At this point, the only fix would be a full application restart so that the schema cache gets
updated. Since GitLab 16.1,
the schema cache will be automatically reset so that subsequent queries
will succeed. This reset can be disabled by disabling the ops
feature
flag reset_column_information_on_statement_invalid
.
The problem can be avoided if we always use SELECT users.*
or we always explicitly define the
columns.
Using SELECT users.*
:
# Bad, avoid it
scope1 = User.select(User.column_names).where(id: [1, 2, 3])
scope2 = User.where(id: [10, 11, 12])
# Good, both queries generate SELECT users.*
scope1 = User.where(id: [1, 2, 3])
scope2 = User.where(id: [10, 11, 12])
User.connection.execute(Gitlab::SQL::Union.new([scope1, scope2]).to_sql)
Explicit column list definition:
# Good, the SELECT columns are consistent
columns = User.cached_column_list # The helper returns fully qualified (table.column) column names (Arel)
scope1 = User.select(*columns).where(id: [1, 2, 3]) # selects the columns explicitly
scope2 = User.select(*columns).where(id: [10, 11, 12]) # uses SELECT users.*
User.connection.execute(Gitlab::SQL::Union.new([scope1, scope2]).to_sql)
Ordering by Creation Date
When ordering records based on the time they were created, you can order
by the id
column instead of ordering by created_at
. Because IDs are always
unique and incremented in the order that rows are created, doing so produces the
exact same results. This also means there’s no need to add an index on
created_at
to ensure consistent performance as id
is already indexed by
default.
Use WHERE EXISTS
instead of WHERE IN
While WHERE IN
and WHERE EXISTS
can be used to produce the same data it is
recommended to use WHERE EXISTS
whenever possible. While in many cases
PostgreSQL can optimize WHERE IN
quite well there are also many cases where
WHERE EXISTS
performs (much) better.
In Rails you have to use this by creating SQL fragments:
Project.where('EXISTS (?)', User.select(1).where('projects.creator_id = users.id AND users.foo = X'))
This would then produce a query along the lines of the following:
SELECT *
FROM projects
WHERE EXISTS (
SELECT 1
FROM users
WHERE projects.creator_id = users.id
AND users.foo = X
)
Query plan flip problem with .exists?
queries
In Rails, calling .exists?
on an ActiveRecord scope could cause query plan flip issues, which
could lead to database statement timeouts. When preparing query plans for review, it’s advisable to
check all variants of the underlying query form ActiveRecord scopes.
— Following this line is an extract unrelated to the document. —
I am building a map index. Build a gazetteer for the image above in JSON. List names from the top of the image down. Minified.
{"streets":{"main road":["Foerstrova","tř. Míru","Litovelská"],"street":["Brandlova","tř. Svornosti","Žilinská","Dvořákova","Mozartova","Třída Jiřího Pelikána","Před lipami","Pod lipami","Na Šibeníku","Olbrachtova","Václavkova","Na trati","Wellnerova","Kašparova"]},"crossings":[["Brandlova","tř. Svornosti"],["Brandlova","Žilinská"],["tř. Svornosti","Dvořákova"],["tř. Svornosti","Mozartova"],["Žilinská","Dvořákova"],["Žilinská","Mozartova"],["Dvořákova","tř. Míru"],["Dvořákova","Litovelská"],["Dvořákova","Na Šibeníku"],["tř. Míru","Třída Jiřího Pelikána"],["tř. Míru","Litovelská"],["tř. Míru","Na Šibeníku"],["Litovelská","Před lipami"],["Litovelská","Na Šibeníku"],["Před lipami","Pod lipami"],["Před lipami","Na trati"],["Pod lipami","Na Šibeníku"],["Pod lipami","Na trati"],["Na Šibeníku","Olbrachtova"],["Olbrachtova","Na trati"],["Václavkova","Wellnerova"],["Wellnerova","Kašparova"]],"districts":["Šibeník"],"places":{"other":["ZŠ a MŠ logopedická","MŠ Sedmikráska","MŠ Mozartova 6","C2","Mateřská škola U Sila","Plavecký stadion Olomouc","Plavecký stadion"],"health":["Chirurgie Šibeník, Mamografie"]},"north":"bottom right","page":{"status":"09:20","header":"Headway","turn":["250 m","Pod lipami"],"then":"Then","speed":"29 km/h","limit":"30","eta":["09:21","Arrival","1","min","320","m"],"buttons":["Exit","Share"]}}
Example: check if there are any epics in the group and its subgroups.
# Similar queries, but they might behave differently (different query execution plan)
Epic.where(group_id: group.first.self_and_descendant_ids).order(:id).limit(20) # for pagination
Epic.where(group_id: group.first.self_and_descendant_ids).count # for providing total count
Epic.where(group_id: group.first.self_and_descendant_ids).exists? # for checking if there is at least one epic present
When the .exists?
method is called, Rails modifies the active record scope:
- Replaces the select columns with
SELECT 1
. - Adds
LIMIT 1
to the query.
When invoked, complex ActiveRecord scopes, such as those with IN
queries, could negatively alter database query planning behavior.
Execution plan:
Epic.where(group_id: group.first.self_and_descendant_ids).exists?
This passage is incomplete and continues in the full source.